Thanks for all the help and links. I spent a few hours this weekend and verified the following
Short answers
- Yes, you can purge all of the
linux-signed*
packages, but you have to install linux-generic
if you want automatic kernel updates to continue functioning properly. All of the grub, kernel, and initramfs re-configuration is handled automatically. The kernel install scripts really handle everything without any issues.apt-get purge linux-signed* linux-generic+
Yes, you can get rid of the unsigned kernels without any ill effects, but they will keep coming back after kernel updates. This cannot be solved by managing packages, but it is easy to fix with a short script.
#!/bin/sh
#
# user script:
/etc/kernel/postinst.d/zzz-remove-unsigned-kernel
#
# after a new signed kernel image is installed, this script removes
# the unsigned image
#
if [ -e "$2.efi.signed" ]; then
echo "/etc/kernel/postinst.d/zzz-remove-unsigned-kernel: removing $2"
rm "$2";
fi
Longer answers
In the first case, the solution is really simple. It works pretty much as you would assume at first glance. Still I learned some helpful things about the ubuntu package structure for kernels. I wanted to be sure that I understood the side effects or consequences, but I also just like to see how things are built. Just as a side note, I use the generic kernel, but just swap generic
for lowlatency
or virtual
if that is your thing. Also, everything here is based on 16.10 (yakkety). Here is the kernel package hierarchy:
linux-signed-generic
is a meta package, meaning that it doesn't include any code. It just has a list of dependencies, which always contains the complete installation of the newest kernel update. "Complete" means all of the kernel headers, the kernel image, the (detached) image signature, and extra kernel modules for just about every device that ubuntu can support.
linux-generic
is another meta package containing all of the same real packages except for the image signature.
The actual kernel image is only contained in the linux-image-x.x.x-yy
package. The linux-signed-image-x.x.x-yy
package just contains a detached signature, and the build script attaches this sig to /boot/vmlinuz-x.x.x.yy-generic
and creates /boot/vmlinuz-x.x.x.yy-generic.efi.signed
. The script does not clean up the unsigned image.
Kernel packages have special scripts in /etc/kernel
that modify the default apt autoremove behavior. Normally, removing linux-signed-generic
would flag all of the downstream packages for autoremoval, but this doesn't happen for kernel packages until there are two newer builds of the same version.

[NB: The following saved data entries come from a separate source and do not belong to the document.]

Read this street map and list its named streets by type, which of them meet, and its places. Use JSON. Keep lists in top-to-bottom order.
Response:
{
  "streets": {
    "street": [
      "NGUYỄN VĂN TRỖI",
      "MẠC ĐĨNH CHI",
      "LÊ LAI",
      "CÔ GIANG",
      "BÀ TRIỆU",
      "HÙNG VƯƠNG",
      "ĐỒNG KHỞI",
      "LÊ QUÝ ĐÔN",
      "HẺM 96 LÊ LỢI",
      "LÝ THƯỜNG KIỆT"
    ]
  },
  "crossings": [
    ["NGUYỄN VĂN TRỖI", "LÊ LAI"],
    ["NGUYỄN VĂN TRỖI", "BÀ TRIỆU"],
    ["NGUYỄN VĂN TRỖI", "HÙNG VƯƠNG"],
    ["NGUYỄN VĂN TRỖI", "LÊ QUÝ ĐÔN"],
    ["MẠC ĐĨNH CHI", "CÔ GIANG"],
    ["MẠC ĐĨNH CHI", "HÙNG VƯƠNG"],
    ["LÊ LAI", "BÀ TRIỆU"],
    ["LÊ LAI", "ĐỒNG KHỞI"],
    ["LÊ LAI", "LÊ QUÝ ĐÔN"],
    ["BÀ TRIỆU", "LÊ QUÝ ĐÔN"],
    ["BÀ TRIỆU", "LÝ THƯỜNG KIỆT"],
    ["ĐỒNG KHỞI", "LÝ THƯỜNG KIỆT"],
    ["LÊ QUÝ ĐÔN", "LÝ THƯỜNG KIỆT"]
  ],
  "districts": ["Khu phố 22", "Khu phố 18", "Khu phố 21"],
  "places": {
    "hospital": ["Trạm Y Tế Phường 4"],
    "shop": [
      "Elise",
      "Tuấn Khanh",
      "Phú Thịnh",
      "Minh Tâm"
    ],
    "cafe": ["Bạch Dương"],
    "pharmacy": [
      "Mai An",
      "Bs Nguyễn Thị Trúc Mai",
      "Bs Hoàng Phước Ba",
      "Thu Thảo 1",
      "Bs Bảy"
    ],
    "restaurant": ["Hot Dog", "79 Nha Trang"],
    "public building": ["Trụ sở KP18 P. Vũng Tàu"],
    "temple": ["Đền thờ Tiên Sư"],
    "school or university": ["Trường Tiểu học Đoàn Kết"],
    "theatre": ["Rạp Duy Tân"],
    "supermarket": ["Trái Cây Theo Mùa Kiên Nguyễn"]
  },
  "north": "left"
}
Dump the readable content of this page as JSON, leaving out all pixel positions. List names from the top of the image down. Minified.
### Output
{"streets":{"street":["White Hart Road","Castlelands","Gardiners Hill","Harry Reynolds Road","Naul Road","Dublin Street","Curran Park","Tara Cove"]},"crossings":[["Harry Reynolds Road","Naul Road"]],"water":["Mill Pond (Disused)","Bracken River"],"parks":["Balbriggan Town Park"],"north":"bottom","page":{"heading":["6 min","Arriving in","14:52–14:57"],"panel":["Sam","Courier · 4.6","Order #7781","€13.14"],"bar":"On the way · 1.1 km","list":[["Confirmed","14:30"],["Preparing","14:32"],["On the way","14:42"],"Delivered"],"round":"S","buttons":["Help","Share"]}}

In the second case (trying to keep the signed kernel image only), there seem to be no consequences to deleting /boot/vmlinuz-x.x.x.yy-generic
after the installation is complete. The two kernel images are exactly the same except for the signature, and they share all the same modules and config files. However, as soon as an updated kernel is installed, it will leave behind the unsigned image. Fortunately, there were easy hooks for running a script every time a new kernel is installed. Any scripts in /etc/kernel/postinst.d
are executed by run-parts
with two arguments $1
is the kernel version and $2
is the full path of the image (i.e. /boot/vmlinuz-x.x.x-yy-generic
)
The only minor caveat is that removing the unsigned image has to be done after grub is finished updating grub.cfg
. If /boot/vmlinuz-x.x.x-yy-generic.efi.signed
exists, grub adds that image to grub.cfg
and ignores the unsigned image. However, there must be somewhere in the process that still expects the unsigned image because grub fails to configure properly without it. The script that initiates grub configuration is /etc/kernel/postinst.d/zz-update-grub
. I named my script zzz-remove-unsigned-kernel
so that run-parts
executes it after everything else is finished.
EDIT: I've used this script now with a few kernel build updates, and everything seems to work fine. I am using option 2 above (deleting unsigned kernels). I'm going to mark this as the correct answer.
Best Answer
I ended reverting to the default kernel from ubuntu and it all workend as expected.